EXERCISE BRIEF: Print exactly those lines that run from the beginning of the data to the line bearing "content:''; position:absolute; left:50%;", inclusive.
☆ ☆ ☆ ☆
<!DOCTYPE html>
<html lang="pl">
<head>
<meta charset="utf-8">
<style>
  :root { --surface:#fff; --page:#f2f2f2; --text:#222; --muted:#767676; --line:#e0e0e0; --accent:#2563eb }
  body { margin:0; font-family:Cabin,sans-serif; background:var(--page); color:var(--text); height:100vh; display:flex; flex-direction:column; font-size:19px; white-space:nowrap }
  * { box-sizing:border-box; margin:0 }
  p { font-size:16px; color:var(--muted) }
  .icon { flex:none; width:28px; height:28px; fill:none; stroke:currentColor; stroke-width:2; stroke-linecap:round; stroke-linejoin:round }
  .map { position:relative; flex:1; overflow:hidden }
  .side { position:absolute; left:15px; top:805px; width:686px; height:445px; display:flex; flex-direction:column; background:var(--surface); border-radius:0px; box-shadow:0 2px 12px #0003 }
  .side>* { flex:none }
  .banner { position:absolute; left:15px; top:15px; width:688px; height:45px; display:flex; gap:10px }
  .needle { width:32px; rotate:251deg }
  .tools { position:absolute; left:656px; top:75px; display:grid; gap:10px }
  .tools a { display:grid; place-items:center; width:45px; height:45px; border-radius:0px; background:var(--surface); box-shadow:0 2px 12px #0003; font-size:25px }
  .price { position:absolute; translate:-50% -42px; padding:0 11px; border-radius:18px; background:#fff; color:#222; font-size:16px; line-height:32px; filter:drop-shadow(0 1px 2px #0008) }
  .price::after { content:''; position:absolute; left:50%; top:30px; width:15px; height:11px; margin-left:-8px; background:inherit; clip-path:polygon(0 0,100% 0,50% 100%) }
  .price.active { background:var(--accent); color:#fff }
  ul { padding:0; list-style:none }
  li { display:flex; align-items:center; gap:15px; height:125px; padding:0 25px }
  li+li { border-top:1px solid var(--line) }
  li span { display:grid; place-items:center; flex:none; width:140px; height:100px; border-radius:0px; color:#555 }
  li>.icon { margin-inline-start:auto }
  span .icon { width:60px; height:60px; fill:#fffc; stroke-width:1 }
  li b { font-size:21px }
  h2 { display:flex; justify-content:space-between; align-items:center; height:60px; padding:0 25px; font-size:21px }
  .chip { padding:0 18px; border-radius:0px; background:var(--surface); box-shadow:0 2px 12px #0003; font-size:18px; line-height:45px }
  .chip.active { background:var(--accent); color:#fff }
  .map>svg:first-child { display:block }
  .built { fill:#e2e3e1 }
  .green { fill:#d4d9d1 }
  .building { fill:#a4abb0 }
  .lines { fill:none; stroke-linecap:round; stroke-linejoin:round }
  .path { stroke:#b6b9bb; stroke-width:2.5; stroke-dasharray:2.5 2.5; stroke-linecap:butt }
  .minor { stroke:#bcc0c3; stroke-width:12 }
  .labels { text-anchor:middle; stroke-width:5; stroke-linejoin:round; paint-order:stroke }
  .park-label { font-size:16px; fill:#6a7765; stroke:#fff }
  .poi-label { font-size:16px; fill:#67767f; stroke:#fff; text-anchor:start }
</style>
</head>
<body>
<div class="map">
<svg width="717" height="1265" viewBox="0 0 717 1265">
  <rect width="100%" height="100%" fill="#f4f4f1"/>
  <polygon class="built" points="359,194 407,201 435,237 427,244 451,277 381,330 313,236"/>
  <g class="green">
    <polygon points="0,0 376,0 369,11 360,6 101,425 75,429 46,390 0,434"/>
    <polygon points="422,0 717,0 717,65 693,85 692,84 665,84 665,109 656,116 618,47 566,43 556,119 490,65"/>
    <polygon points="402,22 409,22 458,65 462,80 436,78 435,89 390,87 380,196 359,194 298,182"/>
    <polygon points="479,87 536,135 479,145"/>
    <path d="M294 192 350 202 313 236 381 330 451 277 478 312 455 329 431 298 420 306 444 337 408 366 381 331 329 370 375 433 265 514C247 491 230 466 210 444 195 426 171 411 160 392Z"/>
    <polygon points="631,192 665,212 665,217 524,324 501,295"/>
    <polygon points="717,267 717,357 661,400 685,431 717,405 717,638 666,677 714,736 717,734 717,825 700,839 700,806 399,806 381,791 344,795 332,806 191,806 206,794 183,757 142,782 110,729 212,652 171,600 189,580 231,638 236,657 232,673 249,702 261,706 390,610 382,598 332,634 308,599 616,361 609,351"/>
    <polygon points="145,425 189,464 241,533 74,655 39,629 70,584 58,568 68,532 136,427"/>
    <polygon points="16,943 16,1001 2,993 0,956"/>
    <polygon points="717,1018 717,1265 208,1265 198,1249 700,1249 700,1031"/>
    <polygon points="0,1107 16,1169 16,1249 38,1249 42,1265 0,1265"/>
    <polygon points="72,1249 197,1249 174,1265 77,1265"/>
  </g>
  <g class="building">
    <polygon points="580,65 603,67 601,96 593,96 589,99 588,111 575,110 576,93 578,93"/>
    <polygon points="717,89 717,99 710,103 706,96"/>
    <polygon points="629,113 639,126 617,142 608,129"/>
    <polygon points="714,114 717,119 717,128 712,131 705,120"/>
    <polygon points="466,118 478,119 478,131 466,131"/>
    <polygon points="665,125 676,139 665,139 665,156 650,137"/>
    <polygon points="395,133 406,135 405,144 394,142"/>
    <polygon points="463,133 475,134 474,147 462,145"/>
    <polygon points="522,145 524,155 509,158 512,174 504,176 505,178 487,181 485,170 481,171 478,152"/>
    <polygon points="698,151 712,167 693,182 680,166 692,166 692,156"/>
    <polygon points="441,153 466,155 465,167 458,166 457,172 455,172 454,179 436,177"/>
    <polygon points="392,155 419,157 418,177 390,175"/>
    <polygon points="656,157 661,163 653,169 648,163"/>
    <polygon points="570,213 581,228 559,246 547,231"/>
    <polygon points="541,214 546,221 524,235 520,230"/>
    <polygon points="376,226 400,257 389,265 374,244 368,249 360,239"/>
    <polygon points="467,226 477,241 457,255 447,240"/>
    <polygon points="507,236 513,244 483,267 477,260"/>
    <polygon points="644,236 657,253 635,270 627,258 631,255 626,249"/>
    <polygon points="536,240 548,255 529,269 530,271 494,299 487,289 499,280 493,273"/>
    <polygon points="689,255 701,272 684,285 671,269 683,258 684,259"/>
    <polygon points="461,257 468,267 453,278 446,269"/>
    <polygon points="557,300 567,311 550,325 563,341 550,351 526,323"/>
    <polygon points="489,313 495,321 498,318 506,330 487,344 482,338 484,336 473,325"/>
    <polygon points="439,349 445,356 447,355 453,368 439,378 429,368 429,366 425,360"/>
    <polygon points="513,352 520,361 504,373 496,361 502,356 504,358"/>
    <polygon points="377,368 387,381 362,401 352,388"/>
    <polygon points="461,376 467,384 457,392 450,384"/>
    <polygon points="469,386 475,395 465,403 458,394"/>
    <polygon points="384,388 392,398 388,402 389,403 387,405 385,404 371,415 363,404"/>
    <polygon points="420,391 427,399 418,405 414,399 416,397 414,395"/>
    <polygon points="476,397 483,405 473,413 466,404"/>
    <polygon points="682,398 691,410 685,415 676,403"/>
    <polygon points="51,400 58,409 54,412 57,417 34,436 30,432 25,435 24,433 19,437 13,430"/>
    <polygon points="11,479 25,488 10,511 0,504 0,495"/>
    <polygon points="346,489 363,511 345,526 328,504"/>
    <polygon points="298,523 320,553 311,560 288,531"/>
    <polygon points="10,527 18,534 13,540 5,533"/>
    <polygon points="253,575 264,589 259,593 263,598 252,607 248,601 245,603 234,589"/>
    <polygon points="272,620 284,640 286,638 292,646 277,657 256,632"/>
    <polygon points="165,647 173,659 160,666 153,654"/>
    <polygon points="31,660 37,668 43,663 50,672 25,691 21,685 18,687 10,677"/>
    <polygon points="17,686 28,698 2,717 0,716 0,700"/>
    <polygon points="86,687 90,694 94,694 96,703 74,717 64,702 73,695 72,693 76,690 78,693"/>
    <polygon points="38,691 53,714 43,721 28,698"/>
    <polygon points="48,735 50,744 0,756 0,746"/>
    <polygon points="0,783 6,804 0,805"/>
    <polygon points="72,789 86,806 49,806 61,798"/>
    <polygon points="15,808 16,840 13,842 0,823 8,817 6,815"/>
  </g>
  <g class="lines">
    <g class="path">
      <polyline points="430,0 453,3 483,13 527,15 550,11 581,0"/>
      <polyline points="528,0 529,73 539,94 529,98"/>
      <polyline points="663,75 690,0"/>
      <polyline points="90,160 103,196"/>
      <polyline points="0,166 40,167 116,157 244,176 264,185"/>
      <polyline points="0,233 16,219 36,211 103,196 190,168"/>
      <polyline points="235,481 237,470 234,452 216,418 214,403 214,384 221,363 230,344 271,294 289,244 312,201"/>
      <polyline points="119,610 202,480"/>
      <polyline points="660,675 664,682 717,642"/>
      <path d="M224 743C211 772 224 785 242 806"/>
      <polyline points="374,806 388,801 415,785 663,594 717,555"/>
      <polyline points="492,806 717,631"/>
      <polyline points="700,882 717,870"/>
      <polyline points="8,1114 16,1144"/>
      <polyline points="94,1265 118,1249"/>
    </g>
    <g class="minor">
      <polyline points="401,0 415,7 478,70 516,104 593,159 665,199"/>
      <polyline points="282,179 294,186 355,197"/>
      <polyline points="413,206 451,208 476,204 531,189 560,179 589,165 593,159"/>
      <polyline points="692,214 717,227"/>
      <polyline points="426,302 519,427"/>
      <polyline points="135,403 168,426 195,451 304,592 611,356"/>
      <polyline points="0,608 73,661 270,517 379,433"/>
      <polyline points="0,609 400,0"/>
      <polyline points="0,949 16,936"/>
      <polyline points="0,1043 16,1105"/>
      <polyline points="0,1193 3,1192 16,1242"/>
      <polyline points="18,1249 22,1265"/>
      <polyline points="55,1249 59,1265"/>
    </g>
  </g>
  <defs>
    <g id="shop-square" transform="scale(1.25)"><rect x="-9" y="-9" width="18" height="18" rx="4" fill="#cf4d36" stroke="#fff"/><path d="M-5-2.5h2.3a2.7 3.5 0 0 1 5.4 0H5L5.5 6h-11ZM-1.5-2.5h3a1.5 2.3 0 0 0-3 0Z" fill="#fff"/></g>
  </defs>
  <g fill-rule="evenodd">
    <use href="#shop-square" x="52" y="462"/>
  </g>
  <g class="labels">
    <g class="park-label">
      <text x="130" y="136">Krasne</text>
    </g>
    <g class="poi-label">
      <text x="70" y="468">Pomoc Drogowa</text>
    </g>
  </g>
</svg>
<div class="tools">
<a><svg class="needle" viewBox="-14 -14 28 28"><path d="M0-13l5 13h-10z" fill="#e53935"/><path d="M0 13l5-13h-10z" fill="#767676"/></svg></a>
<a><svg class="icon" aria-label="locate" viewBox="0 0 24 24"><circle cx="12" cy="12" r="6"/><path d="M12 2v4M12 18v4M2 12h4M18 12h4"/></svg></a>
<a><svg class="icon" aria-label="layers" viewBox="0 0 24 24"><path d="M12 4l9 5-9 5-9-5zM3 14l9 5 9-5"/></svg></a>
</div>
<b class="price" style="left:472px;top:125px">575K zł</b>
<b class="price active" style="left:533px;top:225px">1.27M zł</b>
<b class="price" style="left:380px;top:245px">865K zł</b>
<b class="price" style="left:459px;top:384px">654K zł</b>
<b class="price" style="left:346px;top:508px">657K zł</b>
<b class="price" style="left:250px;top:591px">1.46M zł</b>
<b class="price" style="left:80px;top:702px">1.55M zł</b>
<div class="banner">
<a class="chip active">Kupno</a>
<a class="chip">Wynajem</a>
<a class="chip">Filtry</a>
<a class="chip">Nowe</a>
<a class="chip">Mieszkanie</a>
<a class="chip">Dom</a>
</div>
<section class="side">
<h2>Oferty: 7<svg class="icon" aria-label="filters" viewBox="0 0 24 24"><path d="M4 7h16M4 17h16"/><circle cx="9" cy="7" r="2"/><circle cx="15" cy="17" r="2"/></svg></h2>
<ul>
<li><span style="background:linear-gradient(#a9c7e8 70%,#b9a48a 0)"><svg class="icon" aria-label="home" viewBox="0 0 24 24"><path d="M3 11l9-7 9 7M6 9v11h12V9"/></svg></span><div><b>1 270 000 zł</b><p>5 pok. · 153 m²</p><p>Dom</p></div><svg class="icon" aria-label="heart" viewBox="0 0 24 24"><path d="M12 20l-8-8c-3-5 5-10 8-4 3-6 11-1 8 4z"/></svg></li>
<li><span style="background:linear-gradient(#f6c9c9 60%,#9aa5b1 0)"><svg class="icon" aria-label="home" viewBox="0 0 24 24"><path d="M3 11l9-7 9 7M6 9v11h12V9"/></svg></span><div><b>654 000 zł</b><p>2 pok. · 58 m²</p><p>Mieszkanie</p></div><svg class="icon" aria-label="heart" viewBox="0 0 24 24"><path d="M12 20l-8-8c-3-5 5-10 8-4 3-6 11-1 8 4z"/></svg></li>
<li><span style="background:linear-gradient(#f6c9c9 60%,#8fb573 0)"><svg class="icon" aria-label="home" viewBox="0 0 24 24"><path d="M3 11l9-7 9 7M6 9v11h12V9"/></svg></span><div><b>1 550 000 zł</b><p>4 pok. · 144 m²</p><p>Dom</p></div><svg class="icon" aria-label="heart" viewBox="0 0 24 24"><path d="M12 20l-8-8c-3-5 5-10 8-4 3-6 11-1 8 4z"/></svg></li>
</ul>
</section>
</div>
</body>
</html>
☆ ☆ ☆ ☆
ANSWER TO THIS TASK:
<!DOCTYPE html>
<html lang="pl">
<head>
<meta charset="utf-8">
<style>
  :root { --surface:#fff; --page:#f2f2f2; --text:#222; --muted:#767676; --line:#e0e0e0; --accent:#2563eb }
  body { margin:0; font-family:Cabin,sans-serif; background:var(--page); color:var(--text); height:100vh; display:flex; flex-direction:column; font-size:19px; white-space:nowrap }
  * { box-sizing:border-box; margin:0 }
  p { font-size:16px; color:var(--muted) }
  .icon { flex:none; width:28px; height:28px; fill:none; stroke:currentColor; stroke-width:2; stroke-linecap:round; stroke-linejoin:round }
  .map { position:relative; flex:1; overflow:hidden }
  .side { position:absolute; left:15px; top:805px; width:686px; height:445px; display:flex; flex-direction:column; background:var(--surface); border-radius:0px; box-shadow:0 2px 12px #0003 }
  .side>* { flex:none }
  .banner { position:absolute; left:15px; top:15px; width:688px; height:45px; display:flex; gap:10px }
  .needle { width:32px; rotate:251deg }
  .tools { position:absolute; left:656px; top:75px; display:grid; gap:10px }
  .tools a { display:grid; place-items:center; width:45px; height:45px; border-radius:0px; background:var(--surface); box-shadow:0 2px 12px #0003; font-size:25px }
  .price { position:absolute; translate:-50% -42px; padding:0 11px; border-radius:18px; background:#fff; color:#222; font-size:16px; line-height:32px; filter:drop-shadow(0 1px 2px #0008) }
  .price::after { content:''; position:absolute; left:50%; top:30px; width:15px; height:11px; margin-left:-8px; background:inherit; clip-path:polygon(0 0,100% 0,50% 100%) }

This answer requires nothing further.